▸ **Problem**
Please find the lines in the entries below that contain the word "Työpajateos", and copy each one.
----------
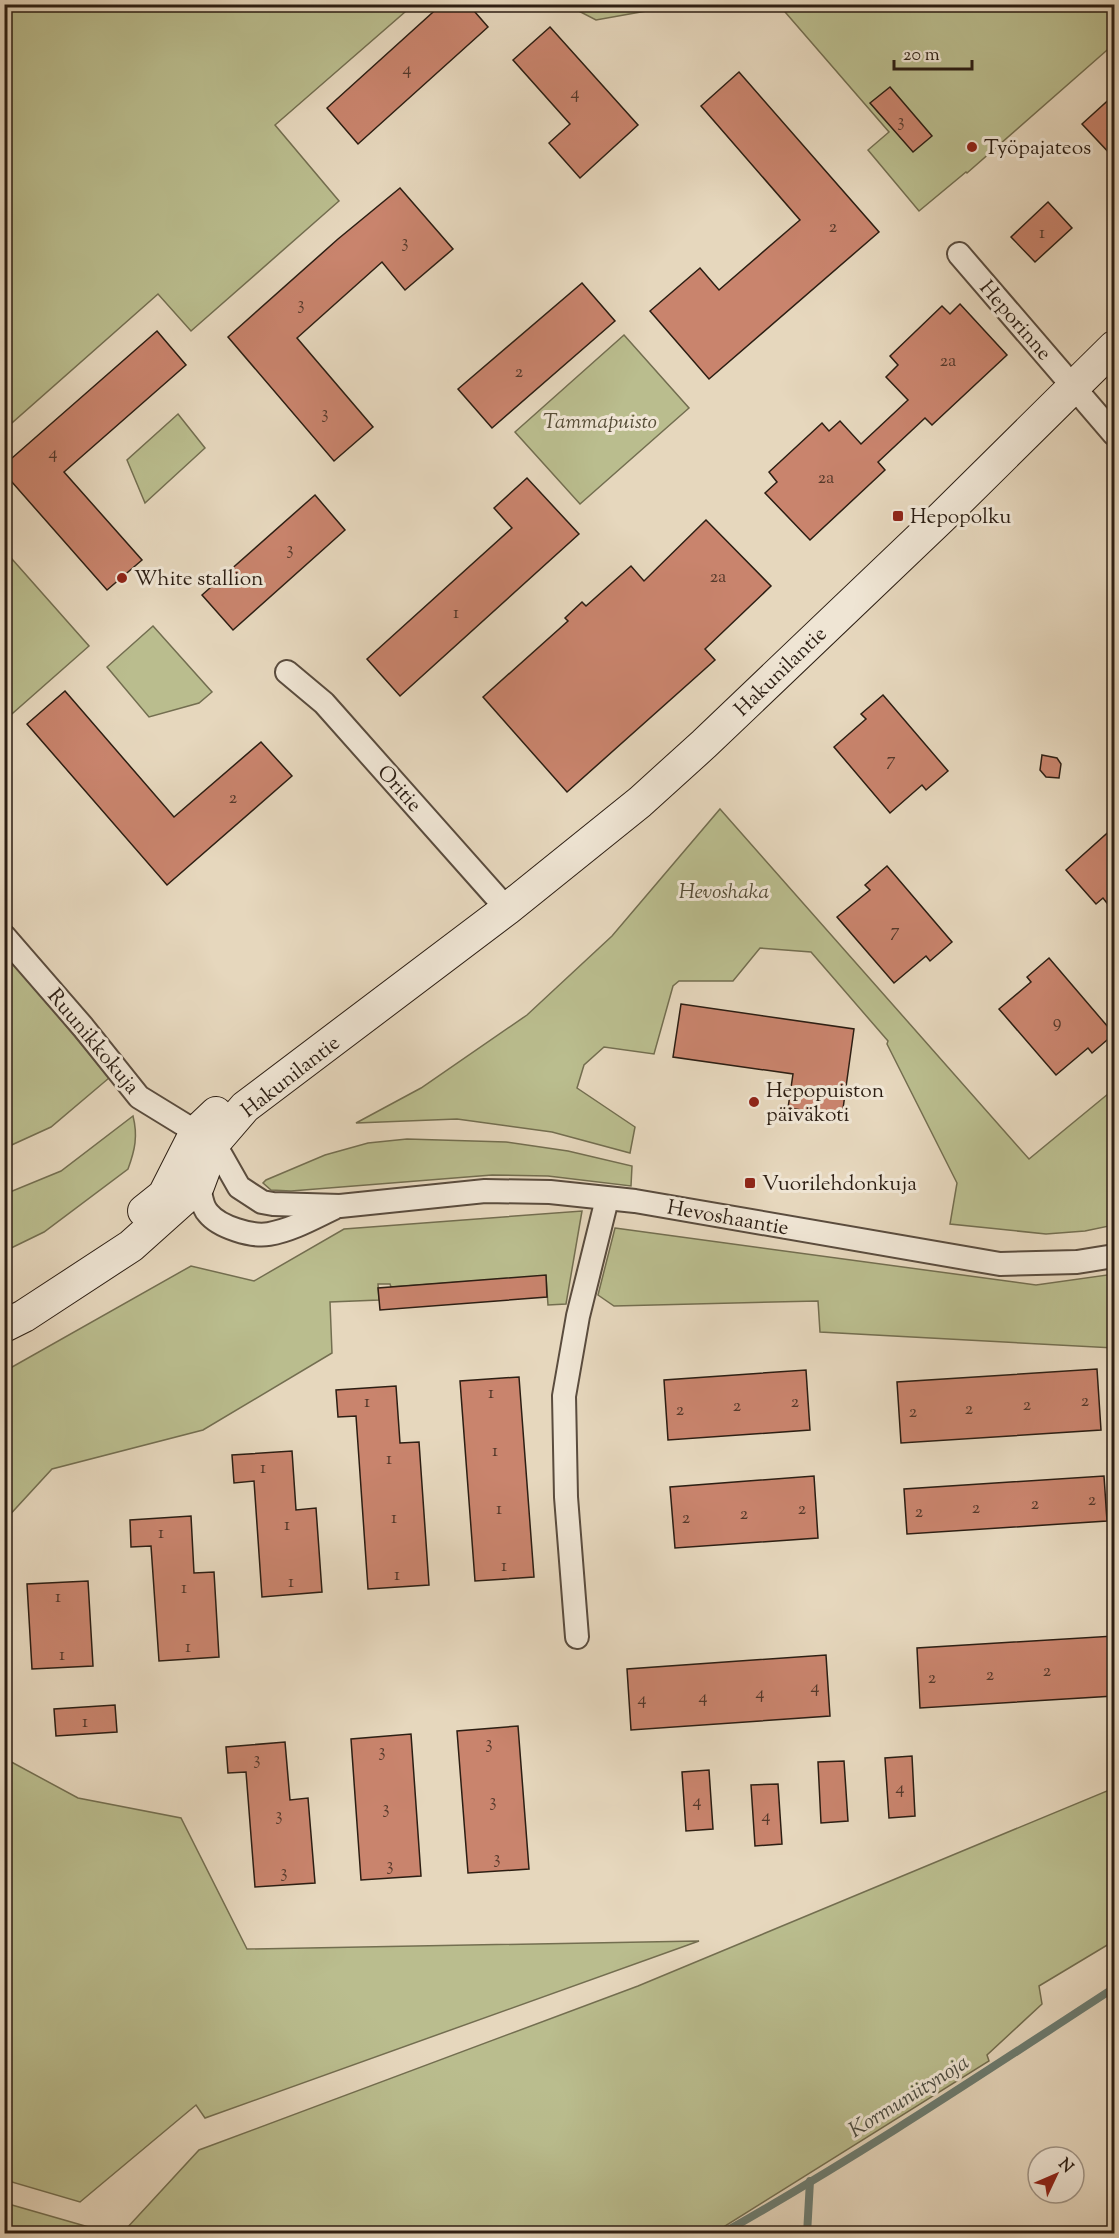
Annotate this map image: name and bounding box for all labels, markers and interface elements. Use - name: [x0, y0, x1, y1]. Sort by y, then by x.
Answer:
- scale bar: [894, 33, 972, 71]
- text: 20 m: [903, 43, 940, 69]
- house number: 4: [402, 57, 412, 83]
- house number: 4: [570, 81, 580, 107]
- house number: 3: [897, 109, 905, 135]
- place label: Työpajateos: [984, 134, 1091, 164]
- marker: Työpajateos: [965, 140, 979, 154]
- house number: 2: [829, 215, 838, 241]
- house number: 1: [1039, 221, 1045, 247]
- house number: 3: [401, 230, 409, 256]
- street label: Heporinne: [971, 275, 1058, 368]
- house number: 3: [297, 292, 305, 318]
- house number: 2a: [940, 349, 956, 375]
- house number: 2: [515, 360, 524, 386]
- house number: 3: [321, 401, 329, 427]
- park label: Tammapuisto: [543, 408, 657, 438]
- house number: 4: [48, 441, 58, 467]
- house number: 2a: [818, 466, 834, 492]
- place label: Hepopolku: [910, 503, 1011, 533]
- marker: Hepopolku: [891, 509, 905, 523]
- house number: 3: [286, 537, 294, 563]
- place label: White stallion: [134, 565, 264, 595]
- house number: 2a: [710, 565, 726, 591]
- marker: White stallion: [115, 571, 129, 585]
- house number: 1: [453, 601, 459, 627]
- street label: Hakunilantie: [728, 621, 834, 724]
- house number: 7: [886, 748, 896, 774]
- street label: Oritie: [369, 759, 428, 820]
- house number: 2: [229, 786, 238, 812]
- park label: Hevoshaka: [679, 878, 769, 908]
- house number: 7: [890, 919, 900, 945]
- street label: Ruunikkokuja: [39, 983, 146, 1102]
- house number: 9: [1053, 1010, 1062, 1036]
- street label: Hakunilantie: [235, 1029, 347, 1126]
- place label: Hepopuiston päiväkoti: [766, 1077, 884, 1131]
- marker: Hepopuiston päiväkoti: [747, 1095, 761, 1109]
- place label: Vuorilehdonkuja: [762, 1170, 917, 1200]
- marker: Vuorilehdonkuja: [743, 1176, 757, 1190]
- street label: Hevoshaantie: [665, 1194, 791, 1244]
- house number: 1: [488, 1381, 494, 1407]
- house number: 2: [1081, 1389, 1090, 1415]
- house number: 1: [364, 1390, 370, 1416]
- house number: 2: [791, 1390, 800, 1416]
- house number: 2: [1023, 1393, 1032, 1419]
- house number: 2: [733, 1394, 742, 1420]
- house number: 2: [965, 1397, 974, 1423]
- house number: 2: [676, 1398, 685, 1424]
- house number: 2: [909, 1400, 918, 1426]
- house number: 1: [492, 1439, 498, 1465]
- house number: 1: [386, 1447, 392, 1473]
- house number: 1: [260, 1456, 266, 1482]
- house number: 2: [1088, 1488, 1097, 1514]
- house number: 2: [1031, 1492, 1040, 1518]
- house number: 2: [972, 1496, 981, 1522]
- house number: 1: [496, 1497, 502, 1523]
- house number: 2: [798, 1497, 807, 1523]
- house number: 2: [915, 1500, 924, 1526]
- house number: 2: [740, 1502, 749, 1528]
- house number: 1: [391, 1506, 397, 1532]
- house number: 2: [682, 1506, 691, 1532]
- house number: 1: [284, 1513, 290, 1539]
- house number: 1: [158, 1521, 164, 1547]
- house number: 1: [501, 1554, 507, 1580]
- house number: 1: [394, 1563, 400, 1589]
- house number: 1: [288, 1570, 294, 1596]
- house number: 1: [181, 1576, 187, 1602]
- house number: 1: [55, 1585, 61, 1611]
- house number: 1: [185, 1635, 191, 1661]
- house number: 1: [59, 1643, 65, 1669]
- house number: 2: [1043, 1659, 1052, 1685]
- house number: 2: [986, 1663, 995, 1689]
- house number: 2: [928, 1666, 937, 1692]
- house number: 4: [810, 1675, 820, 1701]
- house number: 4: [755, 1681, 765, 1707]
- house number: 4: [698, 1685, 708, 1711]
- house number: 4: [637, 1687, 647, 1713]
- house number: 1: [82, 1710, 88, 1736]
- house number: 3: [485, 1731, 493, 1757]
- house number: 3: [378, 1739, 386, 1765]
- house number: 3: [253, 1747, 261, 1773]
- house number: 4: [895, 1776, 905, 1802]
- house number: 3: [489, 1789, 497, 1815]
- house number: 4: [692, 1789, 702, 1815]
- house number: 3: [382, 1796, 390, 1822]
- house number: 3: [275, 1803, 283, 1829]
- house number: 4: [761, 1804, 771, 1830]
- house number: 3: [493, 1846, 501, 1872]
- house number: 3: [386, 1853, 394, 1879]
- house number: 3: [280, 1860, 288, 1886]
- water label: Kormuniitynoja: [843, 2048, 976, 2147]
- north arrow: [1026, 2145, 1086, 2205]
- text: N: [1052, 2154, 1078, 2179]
----------
▸ **Answer box**
- place label: Työpajateos: [984, 134, 1091, 164]
- marker: Työpajateos: [965, 140, 979, 154]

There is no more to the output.